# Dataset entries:

════

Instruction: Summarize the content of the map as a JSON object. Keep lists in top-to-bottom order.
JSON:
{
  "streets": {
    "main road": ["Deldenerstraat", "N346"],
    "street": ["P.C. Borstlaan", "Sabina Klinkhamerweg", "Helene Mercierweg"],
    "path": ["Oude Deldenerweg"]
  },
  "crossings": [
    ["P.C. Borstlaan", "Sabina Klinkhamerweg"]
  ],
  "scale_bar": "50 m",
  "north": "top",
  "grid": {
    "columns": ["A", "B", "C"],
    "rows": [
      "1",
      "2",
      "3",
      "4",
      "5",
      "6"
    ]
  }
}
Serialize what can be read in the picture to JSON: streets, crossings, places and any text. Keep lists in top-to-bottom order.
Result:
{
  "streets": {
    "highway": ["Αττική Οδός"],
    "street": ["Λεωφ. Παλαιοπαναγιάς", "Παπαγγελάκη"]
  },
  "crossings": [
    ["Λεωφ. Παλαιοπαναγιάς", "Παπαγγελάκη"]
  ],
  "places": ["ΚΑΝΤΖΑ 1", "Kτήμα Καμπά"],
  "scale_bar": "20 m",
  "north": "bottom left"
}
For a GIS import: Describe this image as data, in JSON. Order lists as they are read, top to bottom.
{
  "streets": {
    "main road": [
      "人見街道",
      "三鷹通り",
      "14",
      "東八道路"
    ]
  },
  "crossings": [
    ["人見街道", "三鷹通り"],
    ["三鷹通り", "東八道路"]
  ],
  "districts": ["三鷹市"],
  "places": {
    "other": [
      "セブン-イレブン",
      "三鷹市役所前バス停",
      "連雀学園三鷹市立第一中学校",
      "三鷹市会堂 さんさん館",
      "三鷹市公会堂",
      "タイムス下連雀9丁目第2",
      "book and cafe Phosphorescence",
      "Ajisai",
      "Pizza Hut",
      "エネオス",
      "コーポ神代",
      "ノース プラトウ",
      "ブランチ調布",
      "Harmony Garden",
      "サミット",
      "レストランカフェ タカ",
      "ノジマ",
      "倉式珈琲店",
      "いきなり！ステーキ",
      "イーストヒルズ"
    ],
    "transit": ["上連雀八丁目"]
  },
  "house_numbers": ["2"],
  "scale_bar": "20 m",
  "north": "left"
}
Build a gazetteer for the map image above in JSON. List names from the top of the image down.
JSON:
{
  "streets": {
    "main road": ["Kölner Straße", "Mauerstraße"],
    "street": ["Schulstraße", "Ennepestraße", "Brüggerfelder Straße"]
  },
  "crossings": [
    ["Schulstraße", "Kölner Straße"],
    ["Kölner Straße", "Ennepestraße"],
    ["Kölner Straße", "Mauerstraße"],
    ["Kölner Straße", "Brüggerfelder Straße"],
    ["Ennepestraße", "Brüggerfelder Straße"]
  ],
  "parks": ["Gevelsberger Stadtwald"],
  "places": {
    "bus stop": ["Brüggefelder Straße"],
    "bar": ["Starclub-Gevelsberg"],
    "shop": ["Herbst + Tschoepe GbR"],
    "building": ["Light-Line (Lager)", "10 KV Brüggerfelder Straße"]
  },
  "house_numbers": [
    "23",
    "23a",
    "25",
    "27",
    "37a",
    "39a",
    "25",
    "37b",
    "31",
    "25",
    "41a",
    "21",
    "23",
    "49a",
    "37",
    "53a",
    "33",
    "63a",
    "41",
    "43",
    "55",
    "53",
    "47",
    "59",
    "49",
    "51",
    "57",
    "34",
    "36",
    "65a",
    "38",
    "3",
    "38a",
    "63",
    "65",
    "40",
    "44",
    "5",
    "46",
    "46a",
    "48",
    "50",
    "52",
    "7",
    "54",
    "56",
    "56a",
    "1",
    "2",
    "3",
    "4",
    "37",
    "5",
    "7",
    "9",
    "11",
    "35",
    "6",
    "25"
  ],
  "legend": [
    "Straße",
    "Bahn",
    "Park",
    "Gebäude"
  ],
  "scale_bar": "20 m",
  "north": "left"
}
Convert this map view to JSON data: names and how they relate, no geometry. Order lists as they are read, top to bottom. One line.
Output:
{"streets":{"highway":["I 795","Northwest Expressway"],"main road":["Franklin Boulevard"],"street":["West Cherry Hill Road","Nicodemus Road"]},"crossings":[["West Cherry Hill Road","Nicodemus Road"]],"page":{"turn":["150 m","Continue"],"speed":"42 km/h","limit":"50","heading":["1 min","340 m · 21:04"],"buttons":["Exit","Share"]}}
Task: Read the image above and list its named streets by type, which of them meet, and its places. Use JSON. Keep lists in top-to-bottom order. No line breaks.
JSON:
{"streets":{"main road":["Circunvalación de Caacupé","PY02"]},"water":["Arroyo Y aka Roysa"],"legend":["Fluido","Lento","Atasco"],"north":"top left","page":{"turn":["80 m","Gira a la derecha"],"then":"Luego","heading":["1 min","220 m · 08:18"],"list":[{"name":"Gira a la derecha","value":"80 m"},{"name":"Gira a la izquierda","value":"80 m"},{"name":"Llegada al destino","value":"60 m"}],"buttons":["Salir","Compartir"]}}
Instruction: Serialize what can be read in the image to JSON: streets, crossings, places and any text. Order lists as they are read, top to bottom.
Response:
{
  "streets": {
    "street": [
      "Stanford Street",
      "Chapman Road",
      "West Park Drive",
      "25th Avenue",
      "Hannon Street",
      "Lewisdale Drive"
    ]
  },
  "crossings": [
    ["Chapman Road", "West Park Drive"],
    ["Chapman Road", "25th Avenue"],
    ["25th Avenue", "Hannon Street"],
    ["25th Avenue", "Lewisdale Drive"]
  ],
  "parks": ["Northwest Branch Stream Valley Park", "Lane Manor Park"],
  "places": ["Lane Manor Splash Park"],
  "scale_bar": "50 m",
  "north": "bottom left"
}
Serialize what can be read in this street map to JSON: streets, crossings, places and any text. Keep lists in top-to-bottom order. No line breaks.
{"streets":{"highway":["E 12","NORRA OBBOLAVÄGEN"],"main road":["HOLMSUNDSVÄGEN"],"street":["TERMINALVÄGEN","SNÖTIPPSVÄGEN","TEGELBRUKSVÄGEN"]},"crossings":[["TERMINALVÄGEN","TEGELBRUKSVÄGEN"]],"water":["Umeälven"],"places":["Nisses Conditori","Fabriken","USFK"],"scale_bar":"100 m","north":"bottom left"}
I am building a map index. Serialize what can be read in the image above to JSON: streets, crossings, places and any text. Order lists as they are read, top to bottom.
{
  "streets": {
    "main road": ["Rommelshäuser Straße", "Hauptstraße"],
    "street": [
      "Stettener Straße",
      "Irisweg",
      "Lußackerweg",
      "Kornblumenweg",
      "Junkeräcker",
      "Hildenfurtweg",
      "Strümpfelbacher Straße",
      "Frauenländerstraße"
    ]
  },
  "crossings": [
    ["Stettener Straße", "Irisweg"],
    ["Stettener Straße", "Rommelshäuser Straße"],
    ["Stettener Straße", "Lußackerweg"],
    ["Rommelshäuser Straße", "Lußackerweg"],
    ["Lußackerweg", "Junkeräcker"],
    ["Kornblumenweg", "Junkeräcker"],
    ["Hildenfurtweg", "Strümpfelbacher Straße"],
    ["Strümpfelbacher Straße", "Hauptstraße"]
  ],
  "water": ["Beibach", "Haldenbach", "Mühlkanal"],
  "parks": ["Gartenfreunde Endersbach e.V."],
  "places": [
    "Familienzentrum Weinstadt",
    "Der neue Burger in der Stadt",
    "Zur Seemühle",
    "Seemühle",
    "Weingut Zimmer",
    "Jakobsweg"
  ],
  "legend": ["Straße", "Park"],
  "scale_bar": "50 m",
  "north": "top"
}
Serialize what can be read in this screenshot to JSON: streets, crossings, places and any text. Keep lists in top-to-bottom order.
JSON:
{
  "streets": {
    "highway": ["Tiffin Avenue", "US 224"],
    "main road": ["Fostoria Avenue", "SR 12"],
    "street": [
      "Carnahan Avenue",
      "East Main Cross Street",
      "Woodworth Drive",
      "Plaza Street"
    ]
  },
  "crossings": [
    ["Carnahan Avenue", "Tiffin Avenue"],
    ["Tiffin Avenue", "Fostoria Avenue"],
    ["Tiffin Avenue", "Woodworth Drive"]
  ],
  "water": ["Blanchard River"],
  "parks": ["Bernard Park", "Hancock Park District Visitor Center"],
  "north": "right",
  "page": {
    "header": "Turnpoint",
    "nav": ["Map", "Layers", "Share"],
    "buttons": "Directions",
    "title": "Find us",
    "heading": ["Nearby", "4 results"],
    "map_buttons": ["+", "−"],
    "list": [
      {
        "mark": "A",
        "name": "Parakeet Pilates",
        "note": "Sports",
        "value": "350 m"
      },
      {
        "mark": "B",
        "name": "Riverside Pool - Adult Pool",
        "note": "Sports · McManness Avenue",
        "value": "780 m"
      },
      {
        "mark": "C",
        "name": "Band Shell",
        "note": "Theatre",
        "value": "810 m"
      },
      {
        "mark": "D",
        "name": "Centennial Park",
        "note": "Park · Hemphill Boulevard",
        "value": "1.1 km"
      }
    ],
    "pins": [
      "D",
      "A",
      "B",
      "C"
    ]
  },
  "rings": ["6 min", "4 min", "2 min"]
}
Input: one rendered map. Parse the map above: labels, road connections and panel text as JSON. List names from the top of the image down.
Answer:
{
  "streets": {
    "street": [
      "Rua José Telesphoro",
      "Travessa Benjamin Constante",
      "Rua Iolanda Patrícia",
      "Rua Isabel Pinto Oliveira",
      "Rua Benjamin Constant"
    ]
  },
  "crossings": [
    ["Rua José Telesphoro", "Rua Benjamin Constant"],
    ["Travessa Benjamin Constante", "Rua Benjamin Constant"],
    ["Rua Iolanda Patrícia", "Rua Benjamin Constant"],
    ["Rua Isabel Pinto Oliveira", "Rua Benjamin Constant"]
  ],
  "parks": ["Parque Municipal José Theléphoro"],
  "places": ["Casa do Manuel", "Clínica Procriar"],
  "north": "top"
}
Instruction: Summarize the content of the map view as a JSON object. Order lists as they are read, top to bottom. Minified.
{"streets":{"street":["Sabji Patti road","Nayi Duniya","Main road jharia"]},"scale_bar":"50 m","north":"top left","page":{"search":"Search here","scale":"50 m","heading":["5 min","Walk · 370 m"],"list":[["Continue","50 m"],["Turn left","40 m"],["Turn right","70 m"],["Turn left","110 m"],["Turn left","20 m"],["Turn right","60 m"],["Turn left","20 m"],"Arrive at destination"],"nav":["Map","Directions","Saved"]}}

════

# Requirement:
Reproduce exactly the lines above from the line with "I am building" to the line with "Serialize what can be read in this screenshot", including both, and add nothing.

# Finished exercise:
I am building a map index. Serialize what can be read in the image above to JSON: streets, crossings, places and any text. Order lists as they are read, top to bottom.
{
  "streets": {
    "main road": ["Rommelshäuser Straße", "Hauptstraße"],
    "street": [
      "Stettener Straße",
      "Irisweg",
      "Lußackerweg",
      "Kornblumenweg",
      "Junkeräcker",
      "Hildenfurtweg",
      "Strümpfelbacher Straße",
      "Frauenländerstraße"
    ]
  },
  "crossings": [
    ["Stettener Straße", "Irisweg"],
    ["Stettener Straße", "Rommelshäuser Straße"],
    ["Stettener Straße", "Lußackerweg"],
    ["Rommelshäuser Straße", "Lußackerweg"],
    ["Lußackerweg", "Junkeräcker"],
    ["Kornblumenweg", "Junkeräcker"],
    ["Hildenfurtweg", "Strümpfelbacher Straße"],
    ["Strümpfelbacher Straße", "Hauptstraße"]
  ],
  "water": ["Beibach", "Haldenbach", "Mühlkanal"],
  "parks": ["Gartenfreunde Endersbach e.V."],
  "places": [
    "Familienzentrum Weinstadt",
    "Der neue Burger in der Stadt",
    "Zur Seemühle",
    "Seemühle",
    "Weingut Zimmer",
    "Jakobsweg"
  ],
  "legend": ["Straße", "Park"],
  "scale_bar": "50 m",
  "north": "top"
}
Serialize what can be read in this screenshot to JSON: streets, crossings, places and any text. Keep lists in top-to-bottom order.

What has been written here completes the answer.